Thursday, July 4, 2013

California Solar Installation Bill Would Open Renewable Energy to Millions of Residents

If approved, a new bill would make solar power possible for many residents in California who are currently unable to install solar themselves.
With the support of Gov. Jerry Brown, many are hopeful that Senate Bill 43 will pass the full Assembly and that the 500 megawatt pilot program will become a reality come 2014. The proposed changes in to the distribution structures of solar energy and other renewables could be a game changer. According to Sen. Lois Welk, an author of the bill, California stands to only benefit from such a measure, according to Think Progress.

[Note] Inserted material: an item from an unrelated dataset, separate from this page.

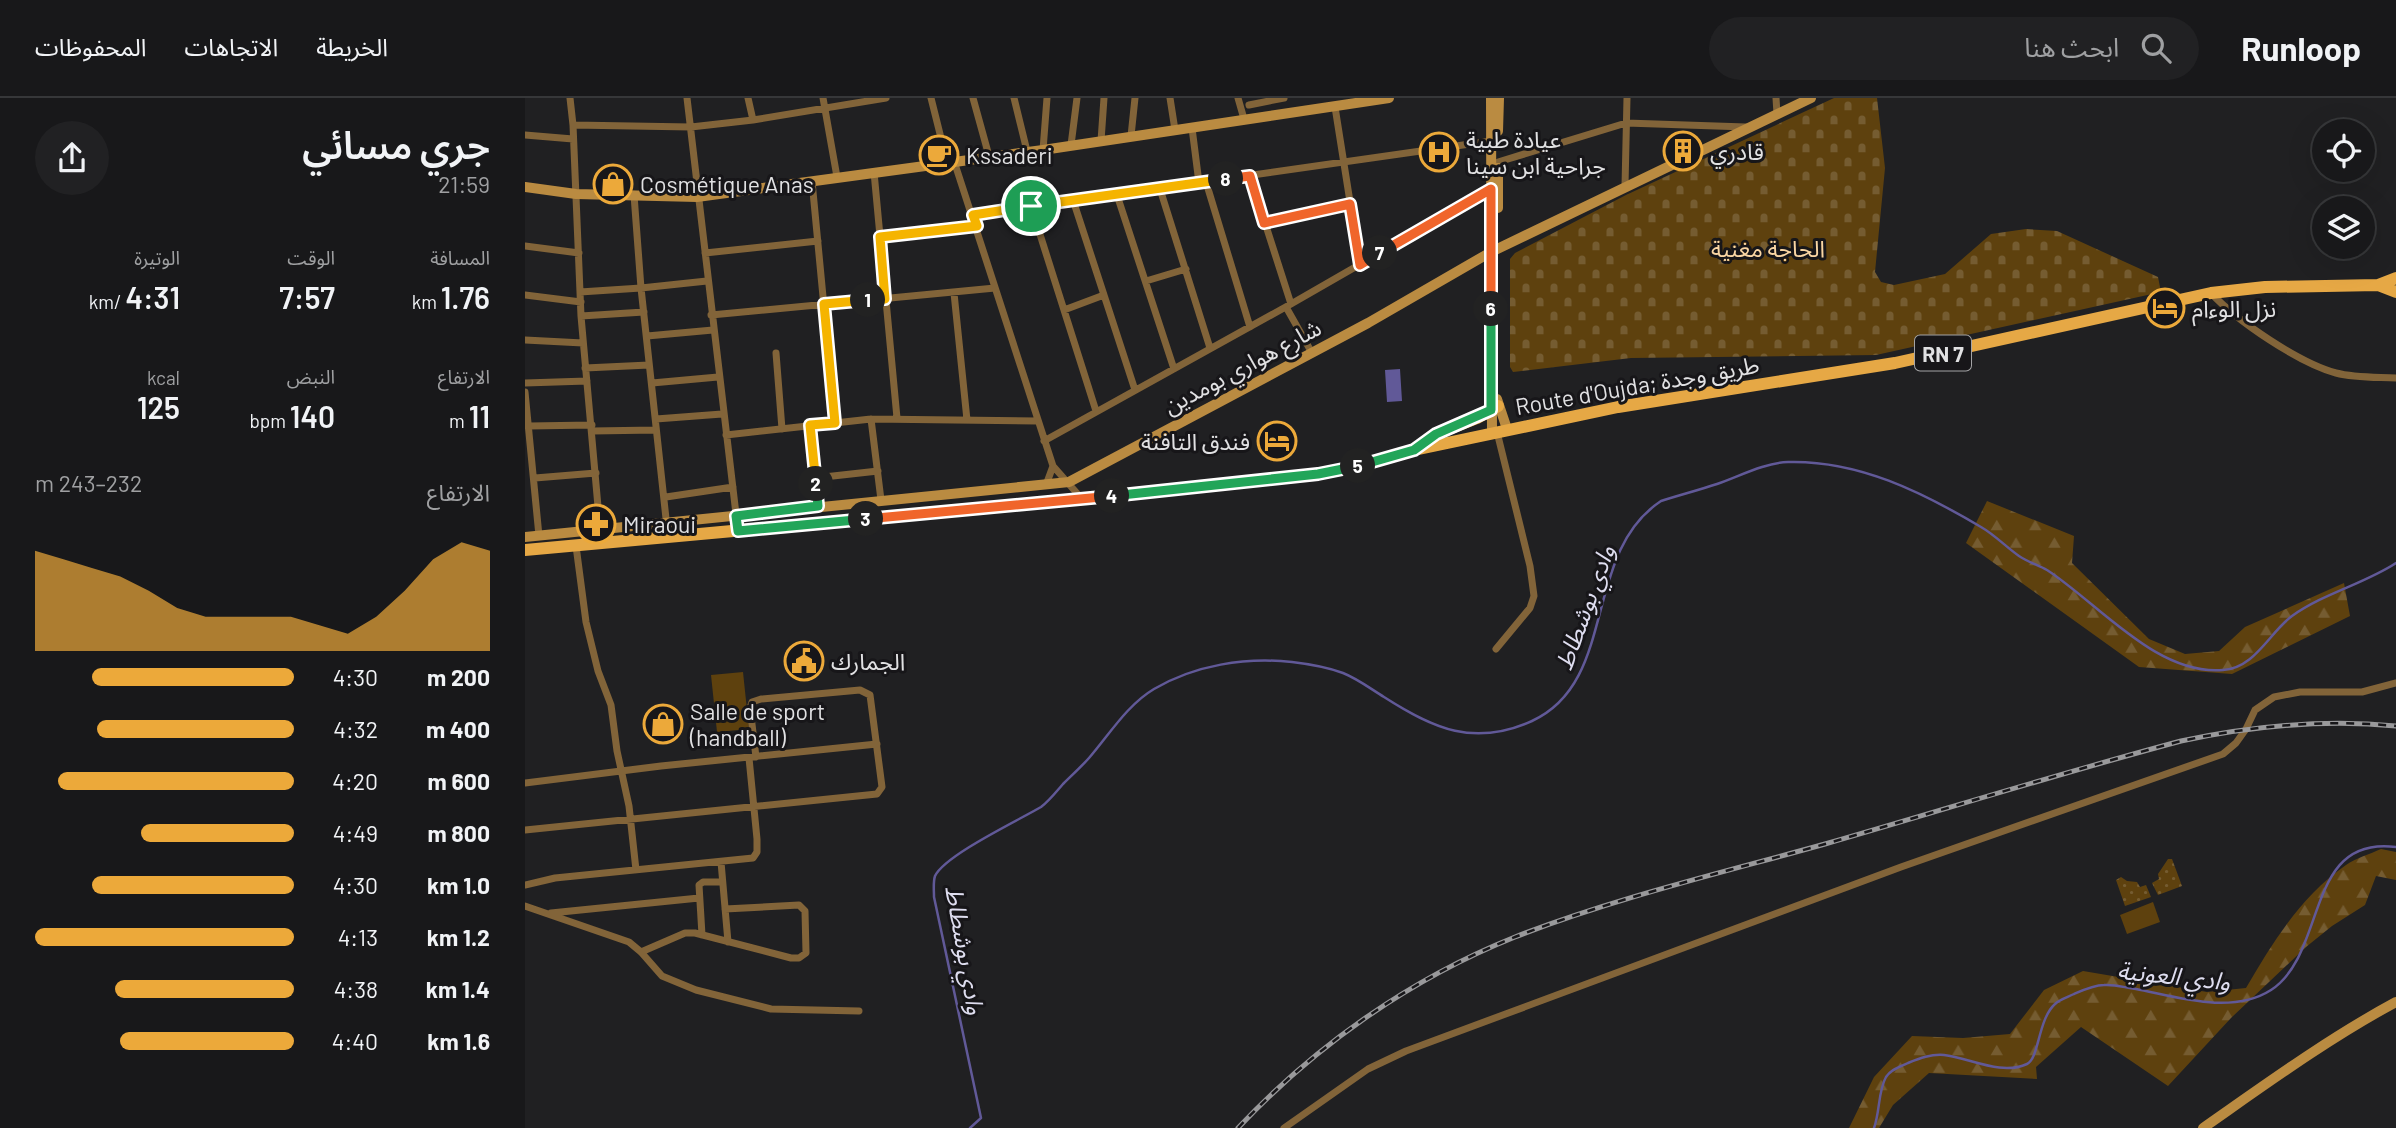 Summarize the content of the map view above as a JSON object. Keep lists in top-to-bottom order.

"Three out of four Californians have a strong interest in buying clean energy, and pay into programs to support renewable energy programs, but aren't able to install their own solar unit or other renewable power generation system for a variety of reasons," said Welk. "The innovative program established by this measure will give consumers the option of utilizing renewable energy generated off site. It will help the state meet its renewable energy goals while creating thousands of jobs and encouraging more investment in an important sector of our state's economy. And it won't require any state funds or shift costs to consumers who choose not to participate."
Tom Price, spokesperson for California Shared Renewables, noted that the Assembly approval is the biggest hurdle. Last year, he said, a similar proposal ran aground at this point in the game.

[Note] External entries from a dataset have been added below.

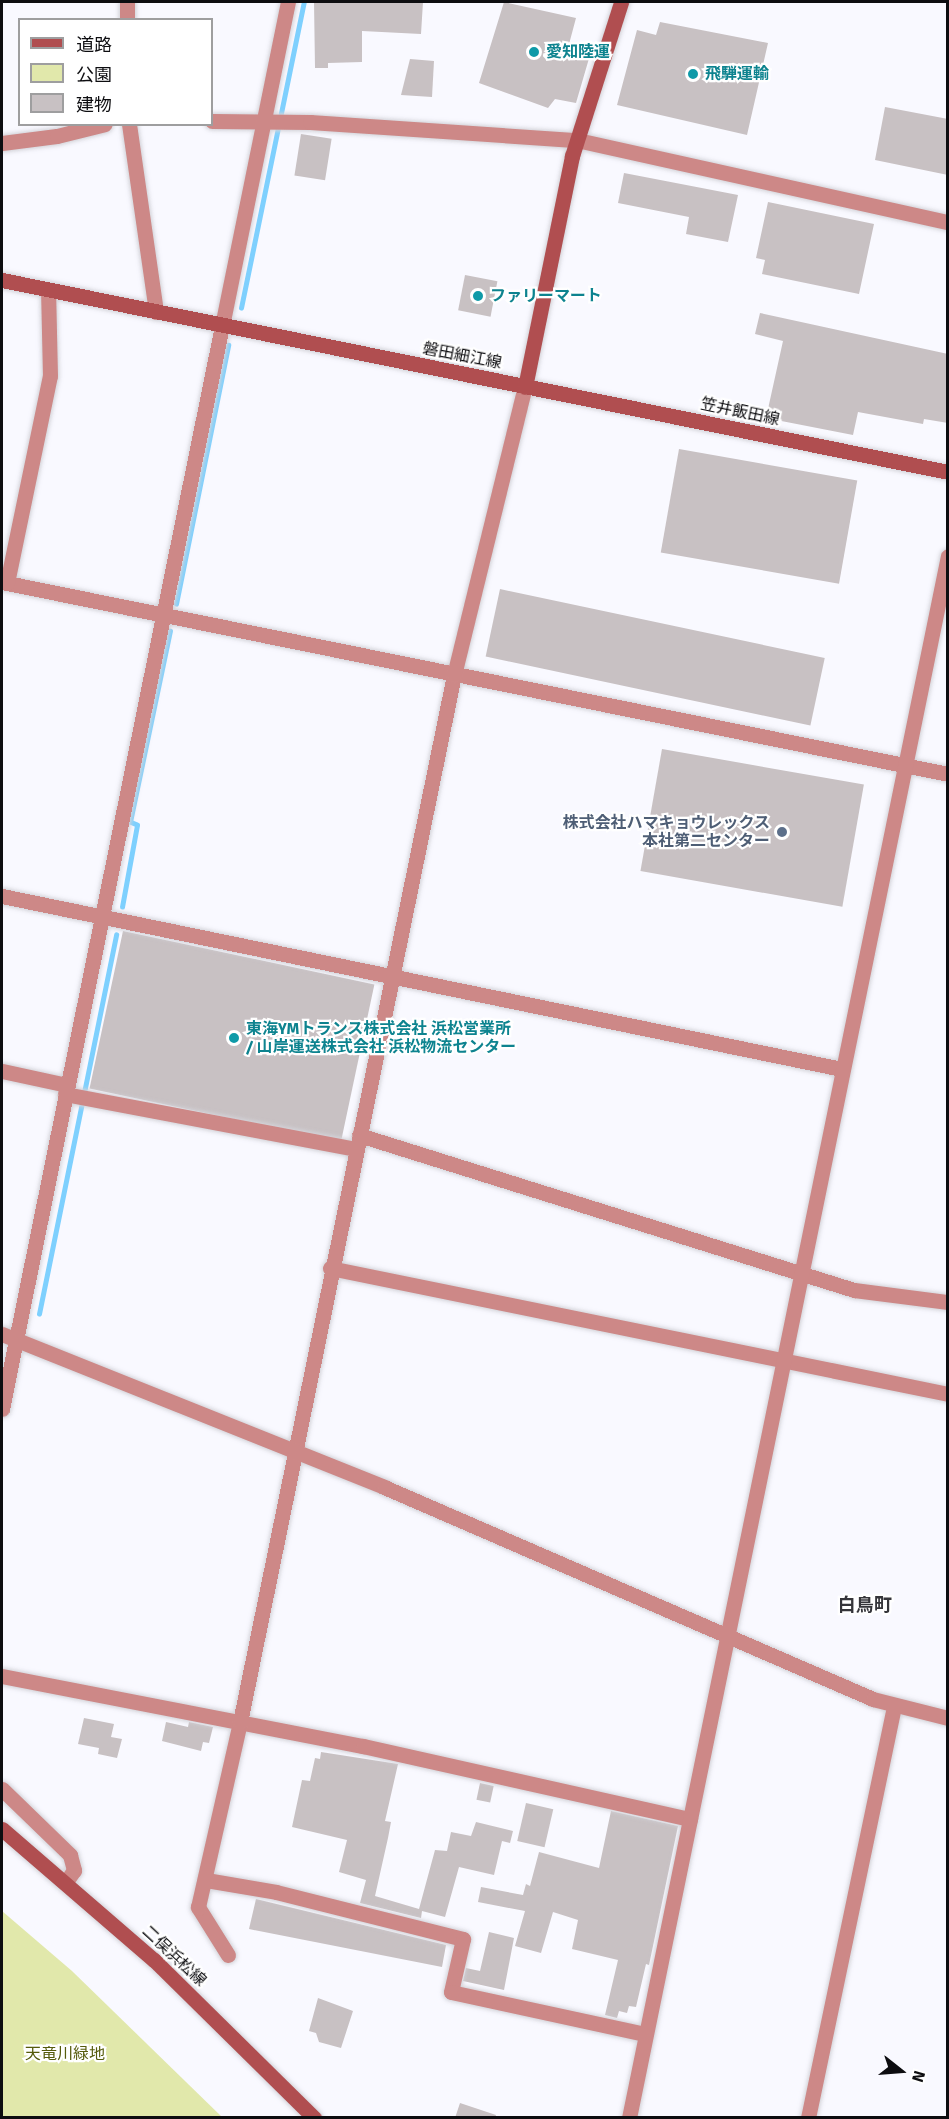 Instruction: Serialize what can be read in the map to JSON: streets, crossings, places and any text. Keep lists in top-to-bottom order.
{
  "streets": {
    "main road": ["磐田細江線", "笠井飯田線", "二俣浜松線"]
  },
  "crossings": [
    ["磐田細江線", "笠井飯田線"]
  ],
  "districts": ["白鳥町"],
  "parks": ["天竜川緑地"],
  "places": [
    "愛知陸運",
    "飛騨運輸",
    "ファリーマート",
    "株式会社ハマキョウレックス 本社第二センター",
    "東海YMトランス株式会社 浜松営業所 / 山岸運送株式会社 浜松物流センター"
  ],
  "legend": ["道路", "公園", "建物"],
  "north": "right"
}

The Details of the Legislation
The initial Shared Renewables program outlined in SB 43 calls for a pilot program in its first year. This would involve up to 500 MW of renewable power to be purchased by customers within the territories of California's three largest investor-owned utilities. After a period of time, the bill allows the California Public Utilities Commission an opportunity to evaluate the health of the program. If it is determined by the CPUC to be successful, they would then have the authority to expand the pilot program.
If, for example, the pilot program spurred 1,000 MW of additional distributed solar installations, the program would generate an estimated $4.3 billion in economic growth, creating 12,700 jobs and stimulating $130 million in tax revenue.
Data from the CPUC suggests that, with minimal alterations to the current grid, up to 12 MW of renewable power from solar facilities could be distributed without any problems to participating customers.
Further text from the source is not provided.